Maquillage, habillage, mensonge et préservation du fonds sordide.
Le programme est en fait assez transparent si on prend la peine de le lire.
Que restera-t-il du discours de gauche une fois au pouvoir ? La retraite à 60 ans ? La revalorisation des salaires, des allocations, du RSA , du système de santé ?
Il y aura d’abord et avant tout l’autorité. Le peuple qui l’aura élue se verra à la fois couronné et muselé par un discours national censé lui rendre sa fierté. Le reste viendra ensuite et pas du tout. Marine le Pen au pouvoir se réconciliera parfaitement avec le Medef, le système libéral, les puissances d’argent avec lesquelles elle trouvera de nouvelles alliances, probablement dans une autre rhétorique. Elle découvrira de nouveaux « patriotes », aimant la France éternelle, soucieux de participer à la « reconstruction nationale ».

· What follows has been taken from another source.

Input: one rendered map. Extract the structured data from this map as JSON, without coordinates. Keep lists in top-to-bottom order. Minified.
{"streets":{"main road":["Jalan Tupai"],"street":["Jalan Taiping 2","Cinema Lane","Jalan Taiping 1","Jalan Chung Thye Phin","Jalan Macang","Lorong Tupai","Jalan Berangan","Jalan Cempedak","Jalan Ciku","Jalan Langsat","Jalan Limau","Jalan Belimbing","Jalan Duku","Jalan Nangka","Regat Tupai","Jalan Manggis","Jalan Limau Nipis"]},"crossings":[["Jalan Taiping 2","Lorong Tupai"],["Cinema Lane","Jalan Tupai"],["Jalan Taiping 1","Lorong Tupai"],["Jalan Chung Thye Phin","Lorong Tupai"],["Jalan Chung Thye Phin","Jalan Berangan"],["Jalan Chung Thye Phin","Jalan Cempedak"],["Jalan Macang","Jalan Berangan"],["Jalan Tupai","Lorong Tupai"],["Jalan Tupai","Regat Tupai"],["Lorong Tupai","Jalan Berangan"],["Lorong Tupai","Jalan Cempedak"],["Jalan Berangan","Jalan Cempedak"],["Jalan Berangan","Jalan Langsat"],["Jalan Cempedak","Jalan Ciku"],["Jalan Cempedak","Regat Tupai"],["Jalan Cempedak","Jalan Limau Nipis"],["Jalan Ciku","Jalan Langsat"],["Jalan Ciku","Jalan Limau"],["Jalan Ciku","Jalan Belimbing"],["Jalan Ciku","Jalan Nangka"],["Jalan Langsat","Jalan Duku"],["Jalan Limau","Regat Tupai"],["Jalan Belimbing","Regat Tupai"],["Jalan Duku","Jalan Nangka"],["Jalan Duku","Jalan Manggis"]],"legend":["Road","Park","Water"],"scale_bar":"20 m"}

Le peuple bien aimé, protégé, aura une belle police régénérée, augmentée, réarmée. Il s’entendra répéter tout ce qu’il entend aujourd’hui, mais il ne faudra pas qu’il soit impatient sur les réformes, ni qu’il réponde, sinon par l’enthousiasme, ni qu’il s’insurge contre les violences, exactions, reconductions aux frontières, charters d’Africains du Nord et du Sud, qui volaient le travail des Français, à qui celui-ci sera rendu. Il sera sommé d’en être content. Il sera décrété content.
Il y a fort à parier, il y aura même pour elle nécessité, que le discours de gauche qui l’aura conduite au pouvoir soit remisé, recyclé, peu à peu oublié. Ce n’est pas, mais pas du tout, au fondement du Rassemblement ou Front national, qui est inchangé, qui tient le même discours que Zemmour. Lui sera certes puni, comme jadis Bruno mégret, de sa « félonie » : mot trop médiéval, ringard : mais entièrement réabsorbé à travers ses ouailles, qui retrouveront le giron nationaliste, pourront même ressortir leurs symboles, bombers, poings américains, puisqu’ils seront au pouvoir, comme l’amérique de Trump a naturellement redonné légitimité aux pires figures de la haine antidémocrate, jusqu’Ã l’attaque du Capitole, apothéose de cette présidence catastrophique, louée et admirée par Marine Le Pen, elle qui a réussi, par dénégation, à faire oublier son Poutinisme : on n’en parle même plus, c’est ringard, c’est passé, on le laisse à Zemmour :, elle n’est même pas contre une immigration ukrainienne (blanche).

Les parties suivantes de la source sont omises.